Endoscopy is an effective and minimally invasive approach to the treatment of DGS. Dezawa et al. first reported on six cases of endoscopic piriformis muscle release. We described an endoscopic technique for sciatic nerve decompression in the supine position with use of an orthopaedic table. In this technique, a 70-degree-long scope and adjustable/lengthening cannulas are used through three portals: anterolateral, posterolateral, and auxiliary posterolateral ( Fig. 89-8 ). We reported on a case series of 35 patients treated with endoscopic sciatic nerve decompression with a 12-month follow-up. The average duration of symptoms was 3.7 years with an average preoperative verbal analog pain score of 7, which decreased to 2.4 after surgery.
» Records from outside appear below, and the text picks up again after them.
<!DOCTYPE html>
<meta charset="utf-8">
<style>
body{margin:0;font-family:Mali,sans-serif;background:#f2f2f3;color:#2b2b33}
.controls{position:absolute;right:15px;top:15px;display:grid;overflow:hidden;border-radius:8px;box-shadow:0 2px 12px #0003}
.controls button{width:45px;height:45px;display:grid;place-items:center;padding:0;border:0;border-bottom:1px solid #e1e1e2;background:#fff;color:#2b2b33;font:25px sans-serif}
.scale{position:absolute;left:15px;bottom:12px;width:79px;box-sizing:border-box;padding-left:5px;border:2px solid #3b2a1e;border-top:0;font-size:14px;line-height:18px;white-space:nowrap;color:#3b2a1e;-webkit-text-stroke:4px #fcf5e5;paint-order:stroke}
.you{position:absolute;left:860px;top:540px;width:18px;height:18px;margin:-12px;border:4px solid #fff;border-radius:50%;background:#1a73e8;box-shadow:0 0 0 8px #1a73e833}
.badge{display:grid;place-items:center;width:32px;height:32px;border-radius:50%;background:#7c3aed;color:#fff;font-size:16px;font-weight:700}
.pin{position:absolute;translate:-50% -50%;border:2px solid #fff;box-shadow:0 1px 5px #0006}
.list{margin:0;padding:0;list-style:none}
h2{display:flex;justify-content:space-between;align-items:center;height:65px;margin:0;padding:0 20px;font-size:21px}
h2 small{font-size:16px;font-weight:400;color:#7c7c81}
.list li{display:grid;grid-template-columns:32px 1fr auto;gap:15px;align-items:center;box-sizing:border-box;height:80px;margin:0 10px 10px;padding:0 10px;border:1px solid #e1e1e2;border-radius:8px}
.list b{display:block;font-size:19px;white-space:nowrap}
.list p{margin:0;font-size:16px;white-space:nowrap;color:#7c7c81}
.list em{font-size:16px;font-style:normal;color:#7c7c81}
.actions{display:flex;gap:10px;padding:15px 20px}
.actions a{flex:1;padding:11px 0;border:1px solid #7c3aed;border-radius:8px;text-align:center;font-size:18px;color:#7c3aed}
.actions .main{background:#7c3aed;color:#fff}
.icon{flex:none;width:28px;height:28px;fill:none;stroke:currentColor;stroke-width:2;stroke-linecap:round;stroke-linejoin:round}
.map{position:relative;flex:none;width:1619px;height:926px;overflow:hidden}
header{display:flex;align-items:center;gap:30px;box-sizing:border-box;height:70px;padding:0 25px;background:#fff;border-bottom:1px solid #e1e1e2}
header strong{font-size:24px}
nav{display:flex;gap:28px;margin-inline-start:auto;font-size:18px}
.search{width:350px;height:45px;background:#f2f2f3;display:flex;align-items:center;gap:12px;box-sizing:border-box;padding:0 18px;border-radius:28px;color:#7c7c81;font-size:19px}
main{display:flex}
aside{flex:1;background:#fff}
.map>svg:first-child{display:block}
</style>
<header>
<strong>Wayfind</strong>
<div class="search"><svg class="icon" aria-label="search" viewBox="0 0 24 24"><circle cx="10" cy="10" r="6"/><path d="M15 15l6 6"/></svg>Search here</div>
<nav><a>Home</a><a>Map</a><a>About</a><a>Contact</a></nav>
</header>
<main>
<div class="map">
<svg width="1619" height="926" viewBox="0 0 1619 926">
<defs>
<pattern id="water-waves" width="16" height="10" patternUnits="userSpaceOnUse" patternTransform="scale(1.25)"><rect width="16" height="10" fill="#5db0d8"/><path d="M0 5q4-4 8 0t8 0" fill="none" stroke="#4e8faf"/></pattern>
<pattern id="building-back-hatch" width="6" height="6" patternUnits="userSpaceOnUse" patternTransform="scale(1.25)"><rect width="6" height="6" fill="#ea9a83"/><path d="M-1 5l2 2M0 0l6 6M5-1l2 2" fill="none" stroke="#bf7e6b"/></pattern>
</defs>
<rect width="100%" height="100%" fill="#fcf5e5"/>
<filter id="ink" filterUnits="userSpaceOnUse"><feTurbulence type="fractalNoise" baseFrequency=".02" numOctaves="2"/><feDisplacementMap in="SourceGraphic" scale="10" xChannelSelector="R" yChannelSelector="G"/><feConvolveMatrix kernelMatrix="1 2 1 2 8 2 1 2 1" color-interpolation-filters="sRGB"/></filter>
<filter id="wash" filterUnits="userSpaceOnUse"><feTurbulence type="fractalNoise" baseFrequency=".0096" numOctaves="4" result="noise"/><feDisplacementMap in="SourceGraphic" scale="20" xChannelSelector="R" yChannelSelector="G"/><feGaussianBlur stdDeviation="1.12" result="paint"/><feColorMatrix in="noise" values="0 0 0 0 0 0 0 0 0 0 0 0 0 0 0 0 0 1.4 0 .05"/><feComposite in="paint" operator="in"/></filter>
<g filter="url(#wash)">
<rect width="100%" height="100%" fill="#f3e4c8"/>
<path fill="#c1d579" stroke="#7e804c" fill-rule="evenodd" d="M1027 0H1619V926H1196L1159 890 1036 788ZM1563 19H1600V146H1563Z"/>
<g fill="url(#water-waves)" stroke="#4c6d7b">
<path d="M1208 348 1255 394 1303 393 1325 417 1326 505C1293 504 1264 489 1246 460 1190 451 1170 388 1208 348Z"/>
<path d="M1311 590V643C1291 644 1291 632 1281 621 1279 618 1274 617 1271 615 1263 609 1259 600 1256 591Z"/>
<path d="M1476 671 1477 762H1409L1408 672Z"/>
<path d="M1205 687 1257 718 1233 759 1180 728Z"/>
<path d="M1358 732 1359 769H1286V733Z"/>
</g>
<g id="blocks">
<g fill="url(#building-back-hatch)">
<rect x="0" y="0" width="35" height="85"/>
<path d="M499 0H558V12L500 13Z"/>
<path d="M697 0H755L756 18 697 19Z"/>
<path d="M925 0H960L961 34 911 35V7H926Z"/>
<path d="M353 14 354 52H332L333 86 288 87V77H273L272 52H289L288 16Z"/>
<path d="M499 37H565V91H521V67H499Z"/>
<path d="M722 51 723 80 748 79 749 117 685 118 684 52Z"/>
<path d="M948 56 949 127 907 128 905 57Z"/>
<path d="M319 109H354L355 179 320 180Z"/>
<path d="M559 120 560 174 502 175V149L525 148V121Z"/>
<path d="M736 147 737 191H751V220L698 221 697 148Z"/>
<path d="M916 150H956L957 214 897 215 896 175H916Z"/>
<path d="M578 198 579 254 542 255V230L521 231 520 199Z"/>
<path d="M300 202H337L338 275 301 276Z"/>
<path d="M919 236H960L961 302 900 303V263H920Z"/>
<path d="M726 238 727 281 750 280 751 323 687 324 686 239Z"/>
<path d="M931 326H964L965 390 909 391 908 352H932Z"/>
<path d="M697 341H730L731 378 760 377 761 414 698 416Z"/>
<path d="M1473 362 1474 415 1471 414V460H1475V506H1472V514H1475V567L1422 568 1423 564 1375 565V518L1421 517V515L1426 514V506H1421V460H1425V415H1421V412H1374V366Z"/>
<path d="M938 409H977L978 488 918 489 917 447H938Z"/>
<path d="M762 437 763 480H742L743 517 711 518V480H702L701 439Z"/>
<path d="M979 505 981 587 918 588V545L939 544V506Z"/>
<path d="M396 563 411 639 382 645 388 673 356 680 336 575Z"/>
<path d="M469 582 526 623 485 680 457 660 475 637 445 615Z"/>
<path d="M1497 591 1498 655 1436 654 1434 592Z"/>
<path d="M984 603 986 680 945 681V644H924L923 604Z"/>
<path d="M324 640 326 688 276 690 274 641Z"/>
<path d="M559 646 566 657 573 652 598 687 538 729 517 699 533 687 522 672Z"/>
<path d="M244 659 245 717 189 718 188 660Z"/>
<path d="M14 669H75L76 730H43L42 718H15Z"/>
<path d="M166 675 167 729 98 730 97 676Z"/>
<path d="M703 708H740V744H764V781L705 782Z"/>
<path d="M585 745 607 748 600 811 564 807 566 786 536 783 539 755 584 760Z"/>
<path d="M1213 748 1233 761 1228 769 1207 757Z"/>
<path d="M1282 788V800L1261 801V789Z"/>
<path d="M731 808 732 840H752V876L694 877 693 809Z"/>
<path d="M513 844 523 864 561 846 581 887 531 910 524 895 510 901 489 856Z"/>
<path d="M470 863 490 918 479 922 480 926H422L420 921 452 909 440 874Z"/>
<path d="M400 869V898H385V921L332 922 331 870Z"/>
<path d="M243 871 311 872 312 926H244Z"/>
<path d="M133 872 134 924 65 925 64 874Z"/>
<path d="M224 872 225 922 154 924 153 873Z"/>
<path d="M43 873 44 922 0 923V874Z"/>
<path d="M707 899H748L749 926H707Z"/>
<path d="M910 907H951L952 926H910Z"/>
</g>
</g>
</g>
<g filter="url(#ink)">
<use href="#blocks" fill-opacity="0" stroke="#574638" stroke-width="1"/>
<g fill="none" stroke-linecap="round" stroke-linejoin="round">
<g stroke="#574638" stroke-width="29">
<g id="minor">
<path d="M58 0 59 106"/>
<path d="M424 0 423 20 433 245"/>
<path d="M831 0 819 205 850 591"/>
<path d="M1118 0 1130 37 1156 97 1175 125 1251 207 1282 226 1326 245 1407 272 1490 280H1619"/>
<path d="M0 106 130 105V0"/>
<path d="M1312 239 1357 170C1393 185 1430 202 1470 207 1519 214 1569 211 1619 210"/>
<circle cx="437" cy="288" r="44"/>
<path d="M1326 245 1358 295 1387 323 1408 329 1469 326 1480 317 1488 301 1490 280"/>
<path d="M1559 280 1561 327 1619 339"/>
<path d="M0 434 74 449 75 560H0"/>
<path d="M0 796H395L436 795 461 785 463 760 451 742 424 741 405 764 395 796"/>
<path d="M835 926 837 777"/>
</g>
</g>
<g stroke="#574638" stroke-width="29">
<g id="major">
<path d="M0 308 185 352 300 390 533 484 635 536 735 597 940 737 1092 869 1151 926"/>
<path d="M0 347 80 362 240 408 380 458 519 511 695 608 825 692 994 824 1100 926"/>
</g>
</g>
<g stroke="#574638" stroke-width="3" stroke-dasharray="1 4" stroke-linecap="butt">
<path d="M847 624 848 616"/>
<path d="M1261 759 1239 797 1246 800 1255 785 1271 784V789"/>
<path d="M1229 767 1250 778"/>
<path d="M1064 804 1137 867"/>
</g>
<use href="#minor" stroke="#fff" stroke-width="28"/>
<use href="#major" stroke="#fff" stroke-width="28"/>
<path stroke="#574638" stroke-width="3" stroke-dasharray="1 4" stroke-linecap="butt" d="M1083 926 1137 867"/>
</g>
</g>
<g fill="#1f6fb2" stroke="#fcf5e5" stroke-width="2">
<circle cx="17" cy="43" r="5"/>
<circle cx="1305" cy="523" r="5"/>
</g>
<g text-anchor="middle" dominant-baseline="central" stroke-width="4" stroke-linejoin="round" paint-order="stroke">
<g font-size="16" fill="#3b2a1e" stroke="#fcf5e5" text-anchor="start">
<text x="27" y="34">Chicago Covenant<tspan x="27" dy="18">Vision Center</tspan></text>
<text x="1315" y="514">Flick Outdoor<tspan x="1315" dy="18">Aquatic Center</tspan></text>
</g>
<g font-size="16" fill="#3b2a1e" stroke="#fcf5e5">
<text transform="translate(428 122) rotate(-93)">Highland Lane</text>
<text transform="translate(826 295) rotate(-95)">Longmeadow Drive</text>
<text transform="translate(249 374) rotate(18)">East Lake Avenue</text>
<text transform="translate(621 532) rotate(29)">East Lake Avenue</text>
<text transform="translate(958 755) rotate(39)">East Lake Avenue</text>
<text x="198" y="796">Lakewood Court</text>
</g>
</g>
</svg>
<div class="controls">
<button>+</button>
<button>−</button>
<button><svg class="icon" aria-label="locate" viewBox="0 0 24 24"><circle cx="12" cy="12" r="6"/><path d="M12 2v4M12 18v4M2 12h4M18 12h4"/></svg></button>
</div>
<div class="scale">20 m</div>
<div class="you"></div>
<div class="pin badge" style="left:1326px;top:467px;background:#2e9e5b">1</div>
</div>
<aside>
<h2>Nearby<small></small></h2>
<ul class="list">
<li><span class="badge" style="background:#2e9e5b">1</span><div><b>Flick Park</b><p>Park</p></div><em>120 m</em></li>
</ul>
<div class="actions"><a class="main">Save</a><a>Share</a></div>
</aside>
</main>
The preoperative modified Harris Hip Score was 54.4, and this score increased to 78 postoperatively. Twenty-one patients reported preoperative use of narcotics for pain; two continued to take narcotics after surgery (for reasons unrelated to the initial complaint). Eighty-three percent of patients had no postoperative sciatic pain while sitting (i.e., the inability to sit for >30 minutes). Among 200 cases, complications continue to be extremely low; however, poor outcomes are related to femoral retroversion and previous abdominal surgery. It is very important to assess acetabular and femoral version, which have an effect on sciatic nerve biomechanics. In cases of sciatic nerve compression by the greater trochanter (with deep flexion and external rotation) or ischium, greater trochanteric osteoplasty or osteotomy may be a consideration. Complications have involved a hematoma brought on by early postoperative use of nonsteroidal antiinflammatory drugs with excessive postoperative activity. Concomitant pudendal nerve and sciatic nerve complaints are often resolved; however, in two cases the pudendal complaints worsened. Knowledge of proper rehabilitation is important for successful outcomes. By understanding the anatomy and biomechanics and applying clinical tests and diagnostic strategies, adequate treatment of all four layers can be obtained as a part of a comprehensive plan of treatment.
Pudendal Nerve Entrapment
The pudendal nerve arises from S2-S4 ventral rami and exits the pelvis through the greater sciatic foramen and below the piriformis muscle. It crosses the sacrospinous ligament close to its insertion to the ischial spine or passes over the ischial spine. The pudendal nerve then enters the Alcock (pudendal) canal formed by the obturator fascia and sacrotuberous ligament ( Fig. 89-9 ). In the posterior part of the Alcock canal, the pudendal nerve gives rise to the inferior rectal nerve, the perineal nerve, and the dorsal nerves of the penis or clitoris.